Thermal Properties of Nanocrystalline Silicon Nanobeams

Controlling thermal energy transfer at the nanoscale and thermal properties has become critically important in many applications since it often limits device performance. In this study, the effects on thermal conductivity arising from the nanoscale structure of free‐standing nanocrystalline silicon films and the increasing surface‐to‐volume ratio when fabricated into suspended optomechanical nanobeams are studied. Thermal transport and elucidate the relative impact of different grain size distributions and geometrical dimensions on thermal conductivity are characterized. A micro time‐domain thermoreflectance method to study free‐standing nanocrystalline silicon films and find a drastic reduction in the thermal conductivity, down to values below 10 W m–1 K–1 is used, with a stronger decrease for smaller grains. In optomechanical nanostructures, this effect is smaller than in membranes due to the competition of surface scattering in decreasing thermal conductivity. Finally, a novel versatile contactless characterization technique that can be adapted to any structure supporting a thermally shifted optical resonance is introduced. The thermal conductivity data agrees quantitatively with the thermoreflectance measurements.
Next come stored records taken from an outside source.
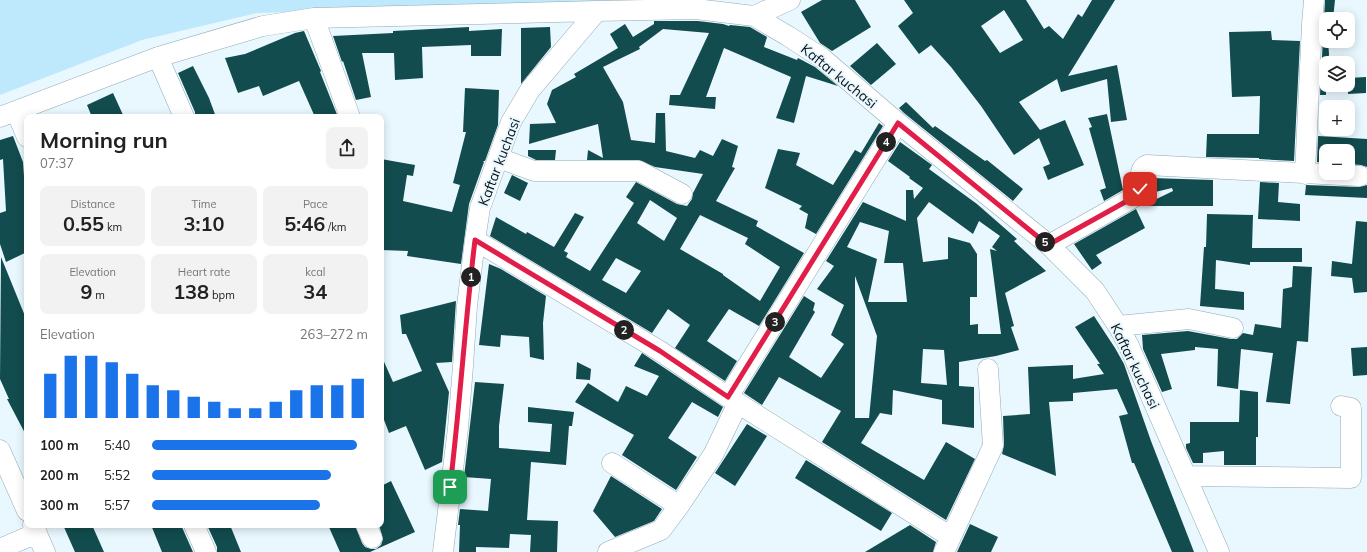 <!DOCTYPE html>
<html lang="en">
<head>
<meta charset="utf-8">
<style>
	body { margin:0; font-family:Mulish,sans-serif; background:#f2f2f2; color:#222; height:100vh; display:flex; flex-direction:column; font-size:15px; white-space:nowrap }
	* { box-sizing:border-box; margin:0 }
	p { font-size:13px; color:#767676 }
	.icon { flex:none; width:22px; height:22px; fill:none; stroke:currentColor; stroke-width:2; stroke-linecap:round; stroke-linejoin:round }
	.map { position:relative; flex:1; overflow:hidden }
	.details { position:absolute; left:24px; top:114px; width:360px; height:414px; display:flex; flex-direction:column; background:#fff; border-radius:8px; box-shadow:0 2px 10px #0003 }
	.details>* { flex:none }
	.controls { position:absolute; left:1319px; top:12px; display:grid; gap:8px }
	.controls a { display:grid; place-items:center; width:36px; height:36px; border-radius:8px; background:#fff; box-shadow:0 2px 10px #0003; font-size:20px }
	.pin { position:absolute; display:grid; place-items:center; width:34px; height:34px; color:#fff; margin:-17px; border-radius:8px; box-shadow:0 2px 6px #0006 }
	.km { position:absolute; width:20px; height:20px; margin:-10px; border-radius:50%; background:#222; color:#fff; font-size:11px; line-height:20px; text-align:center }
	.round { display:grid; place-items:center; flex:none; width:42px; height:42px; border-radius:8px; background:#f2f2f2 }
	.headline { display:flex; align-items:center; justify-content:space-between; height:68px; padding:0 16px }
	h1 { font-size:22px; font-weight:700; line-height:30px }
	.metrics { display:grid; grid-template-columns:repeat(3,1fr); gap:6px; height:68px; padding:4px 16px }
	.metrics div { display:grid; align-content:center; border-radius:8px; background:#f2f2f2; text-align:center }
	.metrics b { font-size:20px; font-weight:700 }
	.metrics small { font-size:11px; font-weight:400 }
	.metrics p { font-size:11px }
	.chart { height:112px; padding:8px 16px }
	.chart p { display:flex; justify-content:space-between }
	.chart svg { width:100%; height:72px; margin-top:4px; stroke:#1a73e8; stroke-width:6 }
	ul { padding:0 16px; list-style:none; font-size:13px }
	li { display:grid; grid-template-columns:64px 48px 1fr; align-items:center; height:30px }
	li i { height:10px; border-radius:5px; background:#1a73e8 }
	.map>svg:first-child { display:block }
</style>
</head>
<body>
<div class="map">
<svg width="1367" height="552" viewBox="0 0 1367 552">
	<rect width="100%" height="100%" fill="#e9f8ff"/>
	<path fill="#bee8fc" d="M0,0H613L611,3L257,13L142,40L0,95Z"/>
	<path fill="#124c4e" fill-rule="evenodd" d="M822,0H855L871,27L832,51L820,43L801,12Z
		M904,0H1026L1044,29L1049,26L1063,39L1078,14L1082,17L1092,0H1115L1068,76L1117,65L1127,120L1111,122L1107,79L1061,92L1057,79L1019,102L1040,130L1065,120L1084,165L1048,180L1043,167L1050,164L1039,138L1014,155L981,106L951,67L931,45L919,54L898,26L913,13ZM1004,10L1023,40L1000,53L981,26Z
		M1325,0H1335L1333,19L1326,18V41H1328L1329,54L1328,63H1326V95H1320Z
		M654,21H698L723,24L729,26L730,25L750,27L767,37L764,47L797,60L798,58L815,67L838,86L806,76L794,123L776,118L791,77L724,48L706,97H716L715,109L669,105L670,95H680L709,33L663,29L639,47L640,49L603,67L623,102L631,140L655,143L656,113H665L666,151L695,158L700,150L713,156L722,139L738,146L732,167L735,168L716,201L758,221L756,226L804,253L759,326L729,309L707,341L737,361L725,381L675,348L690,325L668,309L652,333L490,236L496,217L526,234L527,232L554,247L575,213L584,217L564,251L568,253L566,257L590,271L634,203L626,197L636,182L677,204L687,206L692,199L693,193L703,174L655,167L639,160H587L588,150L603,158L598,124L529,144L530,124L556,123L547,104L552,90L576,77L574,74L618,48L610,34L625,24L633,37L654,24ZM650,200L677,218L664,241L637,223ZM700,215L748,238L745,244L780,267L760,301L723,275V274L680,249ZM616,258L641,271L626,293L602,280Z
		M469,27V31L502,29L501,56H471V45L422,47L423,78L395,80L394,53H362L371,97L356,100L343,61L342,62L333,36L393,33V31Z
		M550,27L551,47L521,84V28Z
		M304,31L321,71L320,72L338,117H315L299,81L263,96L259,86L238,93L225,58L245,54L295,33Z
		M1271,31L1272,40L1300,41L1294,161L1259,159V158L1206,157L1207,134H1259L1260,96L1232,97L1229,32Z
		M877,43L896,64L871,85L850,66Z
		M193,66L209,98L216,117H195V112L178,73Z
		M1366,77V93L1348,94V78Z
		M465,88L499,90L498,125L485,161H483L484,162L469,204L461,264L407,256L408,251L381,250V159L415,165L413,176L407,175L403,201L452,212L460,185L453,183L466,132H463Z
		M113,93L124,117H92L87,105Z
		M906,102L933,128L935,126L985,161L987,160L1023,189L1013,201L904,113L899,108Z
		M1107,114L1123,190L1104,201L1100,190L1106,188L1089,128L1092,127L1088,118Z
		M879,123L883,126L816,234L805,228L808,214L799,209L802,206L765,188L778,149L800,153L796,165L833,185L855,150L861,153Z
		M13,136L23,162L25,190L27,189V252L6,262L0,244V213L6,211L3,159L0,160V140Z
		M1318,136L1367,139V167L1361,165L1348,164V151H1326V163L1317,162Z
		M900,142L932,165L929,169L977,204L1017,239L1014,241L1046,271L1005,293L1014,326L1011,327L1019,350L996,356L959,362V386L974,387V428L942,424V400L893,390L892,415L880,413L861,443L924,480L946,442L975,459L946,520L822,442L841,411L779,377L762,405L744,393L804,296L815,303L813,310L815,312L789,357L821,378L844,344L831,335L844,305L817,289L834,266L826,261L863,202L906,221V190H913L914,199L923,188L909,178L910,177L888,161ZM929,202L973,234L979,221L1000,236L992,247L997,251L990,249L1001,334H978V324L970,325V297H977V254L970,243L948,237V259L923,262L917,218ZM860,222L889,231L884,263H903L907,302H868L877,259L847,247ZM855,276L877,336L869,418H855ZM923,349L944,350L947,385L921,383Z
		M528,150H556L555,160H536L528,156Z
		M512,175L528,183L520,201L504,193Z
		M1152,178L1213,180V206H1142L1173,191L1172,188L1151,193Z
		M1260,182L1279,183L1278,202L1300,204V221L1258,219Z
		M1306,185L1359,187L1367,185V198L1305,195Z
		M1136,209L1145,228L1096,255L1102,263L1092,270L1074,244Z
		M1207,214L1253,215L1252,248H1302V262H1250V265L1216,260L1215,289L1244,292V310L1200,306L1204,247H1206Z
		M1356,221L1367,222V292L1354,293L1352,278L1331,276L1332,261L1352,264Z
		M1,257L25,316L27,315V437L7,399H9L0,379Z
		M489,264L501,269L546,296L543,323L544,360L530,357L529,337L501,335L500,347L479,345Z
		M1293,266L1312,267L1308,342L1297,341L1290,404L1266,402L1273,353L1241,349L1238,389L1217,386L1218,349L1195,347V350L1161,354L1172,389L1162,392L1143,349L1142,335L1188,331L1231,339H1237L1243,333L1253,335L1255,324L1281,328L1283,289L1292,287Z
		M456,301L452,362L436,363L449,392L442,462L425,470L406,426L389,433L381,412V355L393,382L422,371L406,334H402L400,315Z
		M1094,316L1115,348L1124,364L1151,441L1194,552H1172L1134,463H1132L1119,416L1128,414L1117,389L1073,393V401L1049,402L1056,476L1002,454L1004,445L1003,416L1030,414L1028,367L1073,365V379L1104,374L1097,364H1100L1075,327Z
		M1367,347V375L1353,376L1351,348Z
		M642,353L723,407L718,417L692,402L668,438L697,457L676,490L622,455L634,435L575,402L588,383L618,402L626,386L647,396L659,376L634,366Z
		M577,362L591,369L590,380L576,379Z
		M475,382L504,384L499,426V448L550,452L552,424L528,422V407L574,412L572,426H569L566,465L531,462L527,520L558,521L557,552H530L531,535L510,534L509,548L476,547V552H459L460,525H458L460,509L488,511L491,479L464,477Z
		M1240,390L1258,392V437H1256V465H1224V451L1203,453V463H1193L1186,448V444L1190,443V422H1239Z
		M747,424L767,436L735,486L715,473Z
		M806,460L892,513L881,531L795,478Z
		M611,476L662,509L654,521L615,537L593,511Z
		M391,481L415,532L370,552H340L328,525H355L362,543L365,547L371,549H376L381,545L383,539L379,525H381V486Z
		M970,524L998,537L991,552H957Z
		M63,525H92L104,552H75Z
		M151,525H181L193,552H162Z
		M207,525H230L241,552H217V547Z
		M910,525L936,542L933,552H865Z"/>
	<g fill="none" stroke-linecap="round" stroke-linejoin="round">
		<defs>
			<path id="minor" d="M754,16L790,0
				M314,18L350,117
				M158,57L184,117
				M16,111L27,137
				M0,117L158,57L263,26L314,18L597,11
				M499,158L534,171H639L682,194
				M1305,174L1312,24L1314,0
				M475,240L660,351L728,397L951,537L944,552
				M1049,245L1136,196C1145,188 1135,170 1147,165L1360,176
				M1118,326L1189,319L1233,328
				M728,397L898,123
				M0,450L27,511
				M612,463L679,506
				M1186,476L1351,478V408L1341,406
				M33,525L45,552
				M194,525L206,552
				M366,525L372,538
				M951,537L993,446L988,369
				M0,549L37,533
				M443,552L458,428L463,366L467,306L475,240L480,208L511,122L530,90L597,11L696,9L754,16L788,36L822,58L898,123L1049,245L1095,291L1118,326L1129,346L1219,552
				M608,552L661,530L679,506L713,455L738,403"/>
		</defs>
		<use href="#minor" stroke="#93a9b4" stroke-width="21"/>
		<use href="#minor" stroke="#fff" stroke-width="20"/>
	</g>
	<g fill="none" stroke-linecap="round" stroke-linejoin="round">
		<defs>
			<path id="route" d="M450,487C460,405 465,322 475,240L660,351L728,397L898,123L1048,245L1136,196L1140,193V189"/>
		</defs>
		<use href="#route" stroke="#fff" stroke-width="8"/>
		<use href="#route" stroke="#e11d48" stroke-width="5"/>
	</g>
	<g text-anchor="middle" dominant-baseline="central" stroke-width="4" stroke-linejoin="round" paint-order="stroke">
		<g font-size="14" fill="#0b1317" stroke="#e9f8ff">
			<text transform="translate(839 76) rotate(39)">Kaftar kuchasi</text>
			<text transform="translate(499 162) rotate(-69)">Kaftar kuchasi</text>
			<text transform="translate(1135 366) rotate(64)">Kaftar kuchasi</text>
		</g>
	</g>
</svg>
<div class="controls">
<a><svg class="icon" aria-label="locate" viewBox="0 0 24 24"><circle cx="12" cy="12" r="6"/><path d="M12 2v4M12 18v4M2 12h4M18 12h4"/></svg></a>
<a><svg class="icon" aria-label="layers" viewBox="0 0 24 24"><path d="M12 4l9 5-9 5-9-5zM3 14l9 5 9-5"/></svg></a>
<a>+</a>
<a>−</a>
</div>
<div class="pin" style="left:450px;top:487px;background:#1e9e55"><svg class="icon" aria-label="arrive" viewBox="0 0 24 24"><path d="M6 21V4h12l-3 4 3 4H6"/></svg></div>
<div class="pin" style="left:1140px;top:189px;background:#d93025"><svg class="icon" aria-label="check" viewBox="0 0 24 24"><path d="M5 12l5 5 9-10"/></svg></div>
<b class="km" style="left:471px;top:277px">1</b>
<b class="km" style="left:624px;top:330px">2</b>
<b class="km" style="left:775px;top:322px">3</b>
<b class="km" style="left:886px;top:142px">4</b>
<b class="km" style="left:1045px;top:242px">5</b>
<section class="details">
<div class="headline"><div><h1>Morning run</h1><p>07:37</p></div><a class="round"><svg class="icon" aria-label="share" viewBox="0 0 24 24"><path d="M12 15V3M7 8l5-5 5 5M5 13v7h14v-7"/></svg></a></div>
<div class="metrics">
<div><p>Distance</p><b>0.55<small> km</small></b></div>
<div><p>Time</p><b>3:10</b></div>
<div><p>Pace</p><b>5:46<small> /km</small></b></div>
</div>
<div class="metrics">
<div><p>Elevation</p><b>9<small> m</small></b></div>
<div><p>Heart rate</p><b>138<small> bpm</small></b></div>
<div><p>kcal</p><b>34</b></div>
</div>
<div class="chart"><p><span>Elevation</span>263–272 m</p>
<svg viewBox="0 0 160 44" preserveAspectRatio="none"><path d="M5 44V17M15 44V6M25 44V6M35 44V10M45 44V17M55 44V24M65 44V27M75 44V31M85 44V34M95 44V38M105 44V38M115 44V34M125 44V27M135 44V24M145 44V24M155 44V20"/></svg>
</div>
<ul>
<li><b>100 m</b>5:40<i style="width:95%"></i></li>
<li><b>200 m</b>5:52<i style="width:83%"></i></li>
<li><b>300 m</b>5:57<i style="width:78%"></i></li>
</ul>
</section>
</div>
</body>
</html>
This study opens the way to a more generalized thermal characterization of optomechanical cavities and to create hot‐spots with engineered shapes at the desired position in the structures as a means to study thermal transport in coupled photon‐phonon structures. The performance of optomechanical nanostructures, like many other devices, is impacted by nanoscale thermal energy transfer. Competing contributions of the nanoscale grains and the fabricated nanoscale geometry to the decrease in thermal conductivity of silicon‐based nanostructures lead to values well below 10 W m–1 K–1. A novel measurement technique is introduced to measure the thermal properties of optomechanical nanostructures in working conditions.